A book review for parents
This first teen-life book in the "Diary of a Teenage Girl: Maya" series by Melody Carlson is published by Multnomah Books.
Not-So-Simple Life is written for kids ages 16 to 18. The age range reflects readability and not necessarily content appropriateness.
Fifteen-year-old Maya Stark, daughter of the famed '80s singer Nick Stark, lives with her alcoholic, drug-addicted mother. Her father, who is traveling the world to revive his career, has little idea of the struggles she faces or the depth of her desire to become emancipated from her family. Despite her disdain for the fashion industry, Maya lands several jobs in high-end retail and modeling. She plans to divorce herself from her parents and prove herself legally and financially worthy to become independent at age 16. Maya hits a turning point when her mother is arrested on drug charges, and her Uncle Allen and Cousin Kim invite her to live with them. In the comfort of their “normal” home, a depressed and suicidal Maya finds God and begins a new life serving Him.
Maya's grandmother takes her to church when she's young, but Grandma Carolina's death leaves Maya angry and skeptical about God. Maya's cousin, Kim, and uncle, Allen, are Christians. Kim urges Maya to keep a journal, ask Jesus into her heart and begin meeting with the youth pastor's wife weekly. Kim's youth pastor encourages Maya's difficult questions about God and assures her He is big enough to handle them. Maya accepts Christ and discovers a sense of peace and belonging that she's not known before.
Maya's mother, Shannon, is an alcoholic and a drug addict who frequently disappears for days at a time, fails to pay bills, physically and verbally abuses her daughter, squanders child support and steals the money Maya earns at her job. Maya's dad is too busy to be bothered by a teenage daughter, though he does step in to help when Shannon is arrested on drug charges. Maya's bosses in the fashion/modeling industry are harsh and snooty. Maya's uncle and older cousin, Kim, invite her into their home when she has nowhere else to go and offer kindness and patience — as well as God's love.
Other Belief Systems
When Maya does something nice for her photographers, she mentions feeling good, "kind of like karma." At the end of each of Maya's journal entries, she puts in a "green tip." Maya's a vegan and into saving the earth. Throughout the book, the author seems to have an environmental agenda. At the very end, Maya does come to the conclusion that God (the Creator of the earth) comes first, not the planet.

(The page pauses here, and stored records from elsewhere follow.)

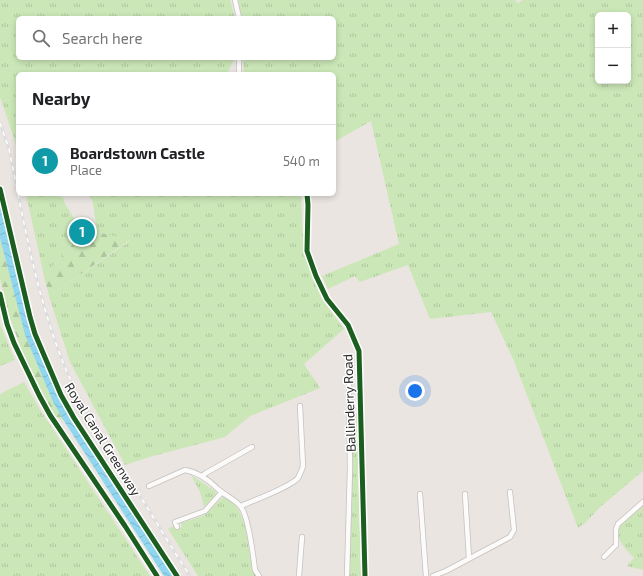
<!DOCTYPE html>
<meta charset="utf-8">
<style>
body{margin:0;font-family:"Exo 2",sans-serif;background:#f6f6f6;color:#202124}
.controls{position:absolute;right:12px;top:12px;display:grid;overflow:hidden;border-radius:6px;box-shadow:0 2px 6px #0003}
.controls button{width:36px;height:36px;display:grid;place-items:center;padding:0;border:0;border-bottom:1px solid #e0e0e0;background:#fff;color:#202124;font:20px sans-serif}
.you{position:absolute;left:415px;top:391px;width:14px;height:14px;margin:-10px;border:3px solid #fff;border-radius:50%;background:#1a73e8;box-shadow:0 0 0 6px #1a73e833}
.badge{display:grid;place-items:center;width:26px;height:26px;border-radius:50%;background:#7c3aed;color:#fff;font-size:13px;font-weight:700}
.pin{position:absolute;translate:-50% -50%;border:2px solid #fff;box-shadow:0 1px 4px #0006}
.list{margin:0;padding:0;list-style:none}
h2{display:flex;justify-content:space-between;align-items:center;height:52px;margin:0;padding:0 16px;font-size:17px}
h2 small{font-size:13px;font-weight:400;color:#757577}
.list li{display:grid;grid-template-columns:26px 1fr auto;gap:12px;align-items:center;box-sizing:border-box;height:72px;padding:0 16px;border-top:1px solid #e0e0e0}
.list b{display:block;font-size:15px;white-space:nowrap}
.list p{margin:0;font-size:13px;white-space:nowrap;color:#757577}
.list em{font-size:13px;font-style:normal;color:#757577}
.icon{flex:none;width:22px;height:22px;fill:none;stroke:currentColor;stroke-width:2;stroke-linecap:round;stroke-linejoin:round}
.map{position:relative;flex:none;width:643px;height:576px;overflow:hidden}
.search{position:absolute;background:#fff;box-shadow:0 2px 6px #0003;left:16px;top:16px;width:320px;height:44px;display:flex;align-items:center;gap:10px;box-sizing:border-box;padding:0 14px;border-radius:6px;color:#757577;font-size:15px}
.panel{position:absolute;background:#fff;box-shadow:0 2px 6px #0003;left:16px;top:72px;width:320px;height:124px;border-radius:6px}
.map>svg:first-child{display:block}
.grass{fill:url(#grass-tufts);fill-rule:evenodd}
.forest{fill:url(#forest-firs)}
.water{fill:url(#water-waves)}
.lines{fill:none;stroke-linecap:round;stroke-linejoin:round}
.minor-casing{stroke:#c3c1c2;stroke-width:6}
.minor{stroke:#fcfbfa;stroke-width:4.5}
.rail-casing{stroke:#dedddf;stroke-width:3}
.rail{stroke:#fff;stroke-width:1.5;stroke-dasharray:4.5;stroke-linecap:butt}
.cycleway-casing{stroke:#fff;stroke-width:8}
.cycleway{stroke:#1b5e20;stroke-width:5}
.labels{text-anchor:middle;dominant-baseline:central;stroke-width:3;stroke-linejoin:round;paint-order:stroke}
.street-label{font-size:13px;fill:#2b2b2b;stroke:#fff}
</style>
<div class="map">
<svg width="643" height="576" viewBox="0 0 643 576">
<defs>
<pattern id="grass-tufts" width="24" height="20" patternUnits="userSpaceOnUse"><rect width="24" height="20" fill="#cbe7b7"/><path d="M3 7l-1-3M5 7V3M7 7l1-3M15 17l-1-3M17 17v-4M19 17l1-3" fill="none" stroke="#aec69e"/></pattern>
<pattern id="forest-firs" width="22" height="20" patternUnits="userSpaceOnUse"><rect width="22" height="20" fill="#cbe7b7"/><path d="M5 1l3.5 6h-7zM16 11l3.5 6h-7z" fill="#aec69e"/></pattern>
<pattern id="water-waves" width="16" height="10" patternUnits="userSpaceOnUse"><rect width="16" height="10" fill="#90d6ef"/><path d="M0 5q4-4 8 0t8 0" fill="none" stroke="#7cb8cd"/></pattern>
</defs>
<rect width="100%" height="100%" fill="#eae5e0"/>
<path class="grass" d="M 0,0 L 230,0 L 235,18 L 18,18 L 18,58 L 234,59 L 227,74 L 18,74 L 18,157 L 15,141 L 0,97 Z
M 238,0 L 515,0 L 518,3 L 523,0 L 643,0 L 643,471 L 600,507 L 585,523 L 578,528 L 514,361 L 491,312 L 430,319 L 408,265 L 360,282 L 355,276 L 328,289 L 322,276 L 399,244 L 371,121 L 334,142 L 334,74 L 244,74 L 243,58 L 334,58 L 334,18 L 242,18 ZM 598,15 L 628,15 L 628,81 L 598,81 Z
M 26,194 L 57,194 L 64,199 L 64,202 L 83,233 L 44,276 Z
M 89,194 L 301,194 L 303,241 L 306,259 L 322,299 L 344,329 L 304,364 L 320,388 L 250,416 L 225,437 L 153,456 L 125,465 L 70,362 L 49,296 L 130,241 L 97,232 L 93,203 Z
M 0,324 L 15,360 L 0,366 Z
M 24,382 L 39,408 L 150,576 L 0,576 L 0,394 Z
M 351,413 L 357,413 L 361,576 L 350,576 L 349,562 L 352,508 Z
M 191,475 L 215,491 L 216,495 L 204,507 L 200,492 Z
M 223,497 C 253,510 244,551 256,576 L 198,576 L 168,529 L 174,526 L 176,529 L 182,527 L 181,523 L 203,516 Z
M 643,504 L 643,570 L 627,566 L 634,558 C 625,548 616,541 618,527 Z"/>
<path class="forest" d="M 97,232 L 130,240 L 49,296 L 44,276 L 83,233 Z
M 0,238 L 25,335 L 53,402 L 64,421 L 55,416 L 36,382 L 22,351 L 9,315 L 0,278 Z"/>
<path class="water" d="M 0,201 L 33,339 L 53,384 L 71,417 L 173,576 L 164,576 L 64,421 L 53,402 L 25,335 L 0,238 Z"/>
<g class="lines">
<g class="minor-casing">
<path id="minor" d="M 235,0 L 239,18
M 239,58 L 239,74
M 307,194 L 308,205 L 307,251 L 316,276 L 327,299 L 348,325 L 359,351 L 365,576
M 0,294 L 7,324 L 14,343 L 39,395 L 50,415 L 125,526 L 157,576
M 202,476 L 206,473 L 252,447
M 149,486 L 185,470 C 198,472 210,481 219,490 C 226,496 236,500 241,507 C 249,518 253,555 255,570 L 259,576
M 420,494 L 426,576
M 465,494 L 469,558
M 241,506 C 254,500 289,488 298,478 C 300,474 302,470 303,466 L 300,406
M 177,527 L 175,522 L 205,511 L 222,492
M 604,557 L 616,545 L 616,529 L 618,524 L 643,502
M 299,576 L 302,537
M 347,576 L 350,468 L 349,379
M 433,576 L 446,571 L 510,537 L 514,530 L 510,492"/>
</g>
<use href="#minor" class="minor"/>
<g class="rail-casing">
<path id="rail" d="M 0,123 L 9,149 L 18,193
M 18,194 C 30,254 43,315 67,372 C 83,409 107,444 129,479 C 150,511 169,544 190,576"/>
</g>
<use href="#rail" class="rail"/>
<g class="cycleway-casing">
<path id="cycleway" d="M 0,189 L 30,317 L 35,334 L 61,395 L 74,418 L 177,576
M 307,194 L 308,205 L 307,251 L 316,276 L 327,299 L 348,325 L 359,351 L 365,576
M 0,294 L 7,324 L 14,343 L 39,395 L 50,415 L 125,526 L 157,576"/>
</g>
<use href="#cycleway" class="cycleway"/>
</g>
<g class="labels">
<g class="street-label">
<text transform="translate(349 403) rotate(-92)">Ballinderry Road</text>
<text transform="translate(103 439) rotate(58)">Royal Canal Greenway</text>
</g>
</g>
</svg>
<div class="controls">
<button>+</button>
<button>−</button>
</div>
<div class="you"></div>
<div class="pin badge" style="left:82px;top:232px;background:#0f9aa8">1</div>
<div class="search"><svg class="icon" aria-label="search" viewBox="0 0 24 24"><circle cx="10" cy="10" r="6"/><path d="M15 15l6 6"/></svg>Search here</div>
<section class="panel">
<h2>Nearby<small></small></h2>
<ul class="list">
<li><span class="badge" style="background:#0f9aa8">1</span><div><b>Boardstown Castle</b><p>Place</p></div><em>540 m</em></li>
</ul>
</section>
</div>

The word crap appears a few times.
A couple of the girls Maya meets in the fashion/modeling industry live with their boyfriends. Maya mentions that there are some sleazy people in the modeling industry who want to take advantage of young talent.
If your children have read this book or someone has read it to them, consider these discussion topics:
- Maya often lies to her mom and even engages in some illegal activities, such as driving without a license.
Do you think her behavior is justified under the circumstances?
- Maya's dad didn't seem as volatile a parent as her mom.
What do you think about the decisions he made to pursue his career?
- What do you think about Campbell and Em living with their boyfriends?
Some couples think that's the best way to get to know their partner before marriage. Do you agree?
What does the Bible say?
- Maya feels as though she's "sold her soul" by working for the fashion industry.
Have you ever done anything that went against your core beliefs?
Why did you do it? How did it feel?
- Maya says she thinks she gave her life to God when she was younger, then she sort of took it back.
Have you ever felt like that?
- Does God ever give up on you or forbid you from returning to Him?
- Do you think Maya should carry on with her emancipation plan?
What other options might she pursue?
- Maya accepted Christ toward the end of the book. She still needs guidance on how to live.
Whom should she see to continue the healing process?
- Maya home schools herself.
Is this possible without parental support? Explain.
- What kinds of government policies are in place to keep kids from home schooling themselves?
- How do you picture home schooling?
- Many home-schooled kids win top academic awards and scholarships.
Do you think they do it all on their own?
- What kind of support do most home-schoolers receive from parents and others?
Note: Other series characters include Caitlin, Chloe and Kim.
Book reviews cover the content, themes and worldviews of fiction books, not their literary merit, and equip parents to decide whether a book is appropriate for their children. A book's inclusion does not constitute an endorsement by Focus on the Family.